**Problem details**
Transcribe only the lines of the listing below from the one holding "function fill(path, color)" through the one holding "M 45,433 L 60,454", inclusive, without any change.

**Stored data**
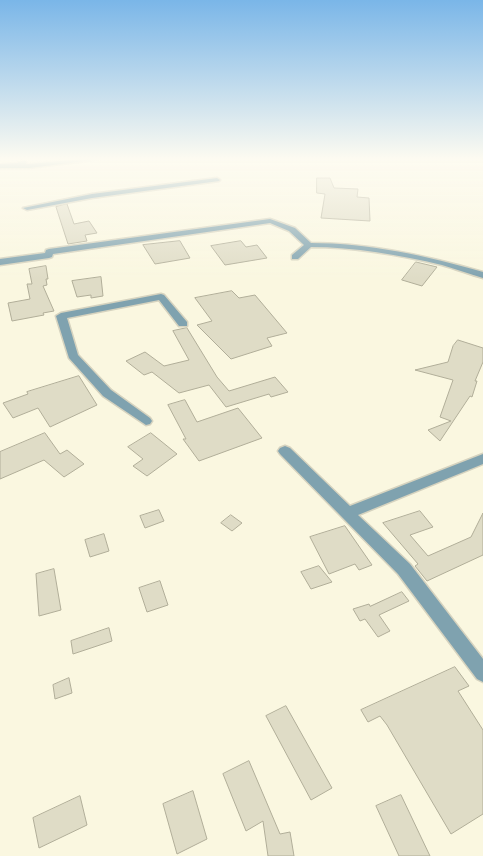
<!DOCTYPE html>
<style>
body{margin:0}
canvas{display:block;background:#faf7e0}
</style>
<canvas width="483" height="856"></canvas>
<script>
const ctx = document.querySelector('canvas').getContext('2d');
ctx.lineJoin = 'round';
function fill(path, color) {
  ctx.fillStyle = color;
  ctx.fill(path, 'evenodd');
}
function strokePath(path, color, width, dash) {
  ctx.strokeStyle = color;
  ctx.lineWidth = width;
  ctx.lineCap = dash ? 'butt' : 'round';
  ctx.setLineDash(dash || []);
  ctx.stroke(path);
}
const building = new Path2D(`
 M 317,178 L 330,178 L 334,188 L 358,189 L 357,197 L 369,198 L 370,221 L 321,218 L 325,194 L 317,193 Z
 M 67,204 L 74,224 L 89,221 L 97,233 L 85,235 L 87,241 L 68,244 L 56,207 Z
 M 180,241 L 190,258 L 155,264 L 143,245 Z
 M 241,241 L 246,247 L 257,245 L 267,258 L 225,265 L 211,246 Z
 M 416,262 L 437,267 L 422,286 L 402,280 Z
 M 46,266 L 48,279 L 46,279 L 47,285 L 43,286 L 54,311 L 43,313 L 44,315 L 12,321 L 8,303 L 30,299 L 27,284 L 32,284 L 29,269 Z
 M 101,277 L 103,296 L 91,298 L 91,295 L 77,297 L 72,281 Z
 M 232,291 L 239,298 L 255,295 L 287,333 L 267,338 L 272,346 L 231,359 L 197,325 L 212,321 L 195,298 Z
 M 187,328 L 217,377 L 229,391 L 275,377 L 288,392 L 271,397 L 269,394 L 226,407 L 209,385 L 179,393 L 152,372 L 144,375 L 126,361 L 145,352 L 164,366 L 189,360 L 173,331 Z
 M 458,340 L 483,348 L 483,362 L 475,381 L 477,381 L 472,397 L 470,396 L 440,441 L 428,430 L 451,421 L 440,417 L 453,380 L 415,370 L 448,362 L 453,346 Z
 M 79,376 L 97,405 L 50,427 L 38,408 L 13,418 L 3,403 L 28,394 L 27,392 Z
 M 185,400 L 197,422 L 238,408 L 262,438 L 199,461 L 183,439 L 186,439 L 168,405 Z
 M 45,433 L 60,454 L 67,450 L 84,464 L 64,477 L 44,460 L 0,479 L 0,452 Z
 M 151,433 L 177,454 L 147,476 L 133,466 L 143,459 L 128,447 Z
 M 159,510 L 164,521 L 145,528 L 140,516 Z
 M 420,511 L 433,527 L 410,535 L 428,556 L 471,537 L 483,513 L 483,555 L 427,581 L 415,566 L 418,564 L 383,523 Z
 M 231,515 L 242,523 L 232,531 L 221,523 Z
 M 345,526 L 372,565 L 359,570 L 355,564 L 329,574 L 310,537 Z
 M 104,534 L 109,551 L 90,557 L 85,540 Z
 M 319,566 L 332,582 L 311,589 L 301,572 Z
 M 54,569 L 61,610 L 39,616 L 36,574 Z
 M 160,581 L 168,605 L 147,612 L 139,588 Z
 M 402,592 L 409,601 L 379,615 L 390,631 L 378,637 L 365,619 L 360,621 L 353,609 L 369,604 L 370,606 Z
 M 109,628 L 112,641 L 73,654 L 71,641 Z
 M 455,667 L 469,686 L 458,691 L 483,730 L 483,814 L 451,834 L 387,725 L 380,716 L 368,722 L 361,710 Z
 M 69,678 L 72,693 L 55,699 L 53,685 Z
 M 286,706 L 332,788 L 311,800 L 266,716 Z
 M 249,761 L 280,834 L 290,832 L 294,856 L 268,856 L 263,821 L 246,831 L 223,774 Z
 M 193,791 L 207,839 L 177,854 L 163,804 Z
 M 401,795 L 430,856 L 399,856 L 376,806 Z
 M 80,796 L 87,825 L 39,848 L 33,818 Z`);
const minor = new Path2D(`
 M 78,159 L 102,159 L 29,168 L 0,168 L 0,164 L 17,163 L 24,160 L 27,162 L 26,164 L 29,164 Z
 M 217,178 L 220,180 L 219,181 L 92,198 L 27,210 L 23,208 L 92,194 Z
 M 270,219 L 295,228 L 311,243 C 369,243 428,256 483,272 L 483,278 C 469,274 456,269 442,265 C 400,255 354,247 311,247 L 298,259 L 292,259 L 292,255 L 304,245 L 289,231 L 270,223 L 53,254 L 52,257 L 49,258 L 0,265 L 0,259 L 45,253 L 46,250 L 49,249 Z
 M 161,294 L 164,295 L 187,322 L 187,326 L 179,326 L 159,300 L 67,318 L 78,355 L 111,390 L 150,418 L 152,421 L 150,424 L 146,425 L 103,396 L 69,358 L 56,316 L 61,313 Z
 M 285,446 L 290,448 L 350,506 L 483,454 L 483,464 L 358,515 L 410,564 L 483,659 L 483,682 L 477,679 L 398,574 L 280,454 L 278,451 L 280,448 Z`);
fill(building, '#dfdcc6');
strokePath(building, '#b1ae99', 1);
strokePath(minor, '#d6d3bf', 3);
fill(minor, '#7fa2af');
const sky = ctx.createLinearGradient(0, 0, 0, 279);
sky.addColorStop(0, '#7ab6e8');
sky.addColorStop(0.57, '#fdfbf1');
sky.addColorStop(1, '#fdfbf100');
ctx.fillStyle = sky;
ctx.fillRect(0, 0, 483, 279);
</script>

**Exercise output**
function fill(path, color) {
  ctx.fillStyle = color;
  ctx.fill(path, 'evenodd');
}
function strokePath(path, color, width, dash) {
  ctx.strokeStyle = color;
  ctx.lineWidth = width;
  ctx.lineCap = dash ? 'butt' : 'round';
  ctx.setLineDash(dash || []);
  ctx.stroke(path);
}
const building = new Path2D(`
 M 317,178 L 330,178 L 334,188 L 358,189 L 357,197 L 369,198 L 370,221 L 321,218 L 325,194 L 317,193 Z
 M 67,204 L 74,224 L 89,221 L 97,233 L 85,235 L 87,241 L 68,244 L 56,207 Z
 M 180,241 L 190,258 L 155,264 L 143,245 Z
 M 241,241 L 246,247 L 257,245 L 267,258 L 225,265 L 211,246 Z
 M 416,262 L 437,267 L 422,286 L 402,280 Z
 M 46,266 L 48,279 L 46,279 L 47,285 L 43,286 L 54,311 L 43,313 L 44,315 L 12,321 L 8,303 L 30,299 L 27,284 L 32,284 L 29,269 Z
 M 101,277 L 103,296 L 91,298 L 91,295 L 77,297 L 72,281 Z
 M 232,291 L 239,298 L 255,295 L 287,333 L 267,338 L 272,346 L 231,359 L 197,325 L 212,321 L 195,298 Z
 M 187,328 L 217,377 L 229,391 L 275,377 L 288,392 L 271,397 L 269,394 L 226,407 L 209,385 L 179,393 L 152,372 L 144,375 L 126,361 L 145,352 L 164,366 L 189,360 L 173,331 Z
 M 458,340 L 483,348 L 483,362 L 475,381 L 477,381 L 472,397 L 470,396 L 440,441 L 428,430 L 451,421 L 440,417 L 453,380 L 415,370 L 448,362 L 453,346 Z
 M 79,376 L 97,405 L 50,427 L 38,408 L 13,418 L 3,403 L 28,394 L 27,392 Z
 M 185,400 L 197,422 L 238,408 L 262,438 L 199,461 L 183,439 L 186,439 L 168,405 Z
 M 45,433 L 60,454 L 67,450 L 84,464 L 64,477 L 44,460 L 0,479 L 0,452 Z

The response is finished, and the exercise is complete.